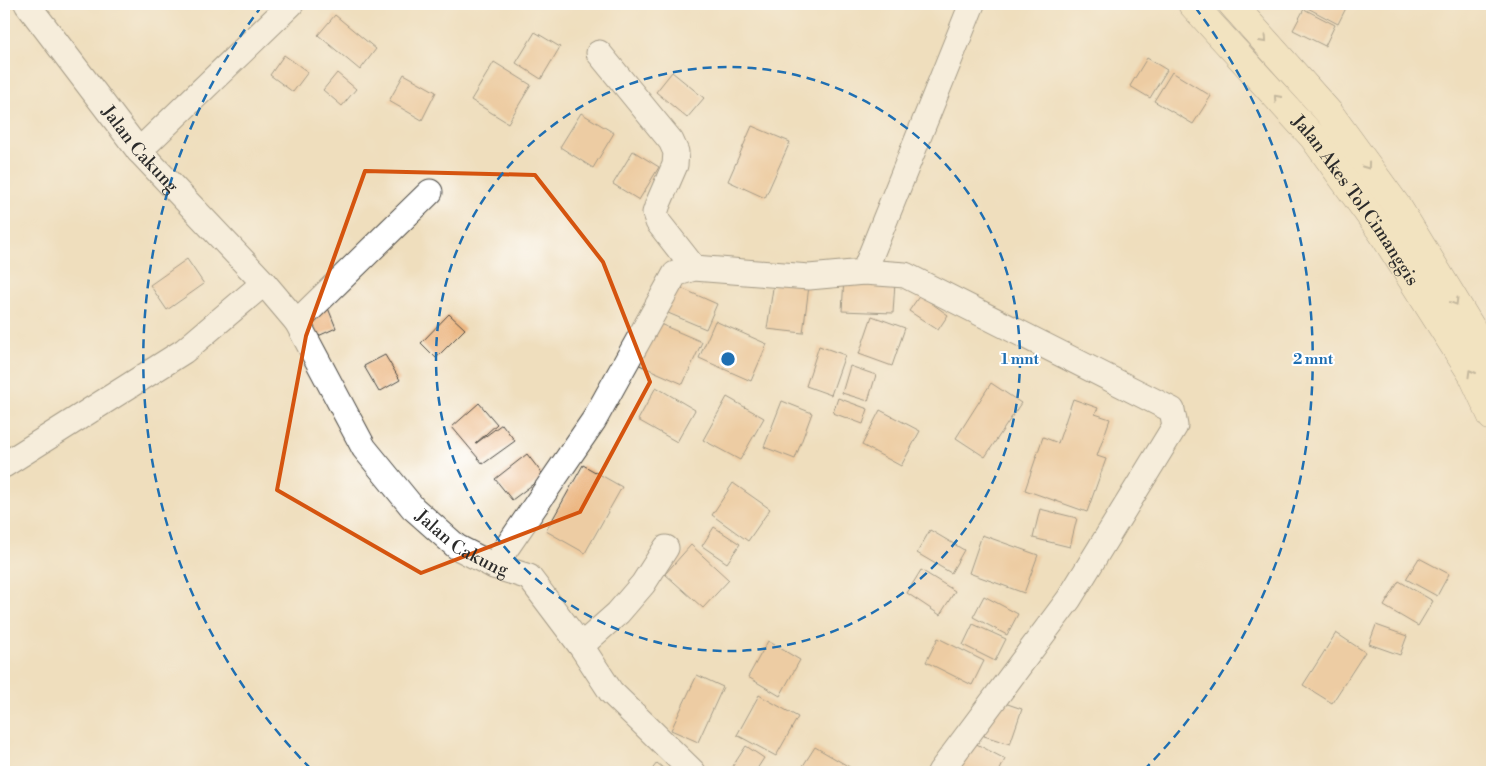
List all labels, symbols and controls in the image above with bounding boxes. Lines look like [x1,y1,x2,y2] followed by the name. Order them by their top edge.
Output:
[1258,35,1267,44] one-way arrow
[1274,94,1283,103] one-way arrow
[96,100,184,198] street label: Jalan Cakung
[1286,110,1424,290] street label: Jalan Akes Tol Cimanggis
[1361,160,1370,169] one-way arrow
[1449,296,1459,305] one-way arrow
[719,350,737,368] centre of rings
[1001,350,1040,369] text: 1 mnt
[1293,350,1334,369] text: 2 mnt
[1467,370,1477,379] one-way arrow
[410,504,512,582] street label: Jalan Cakung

=== Instructions to follow ===
Please copy the entries in full. Leave each image out.

=== Exercise response ===
List all labels, symbols and controls in the image above with bounding boxes. Lines look like [x1,y1,x2,y2] followed by the name. Order them by their top edge.
Output:
[1258,35,1267,44] one-way arrow
[1274,94,1283,103] one-way arrow
[96,100,184,198] street label: Jalan Cakung
[1286,110,1424,290] street label: Jalan Akes Tol Cimanggis
[1361,160,1370,169] one-way arrow
[1449,296,1459,305] one-way arrow
[719,350,737,368] centre of rings
[1001,350,1040,369] text: 1 mnt
[1293,350,1334,369] text: 2 mnt
[1467,370,1477,379] one-way arrow
[410,504,512,582] street label: Jalan Cakung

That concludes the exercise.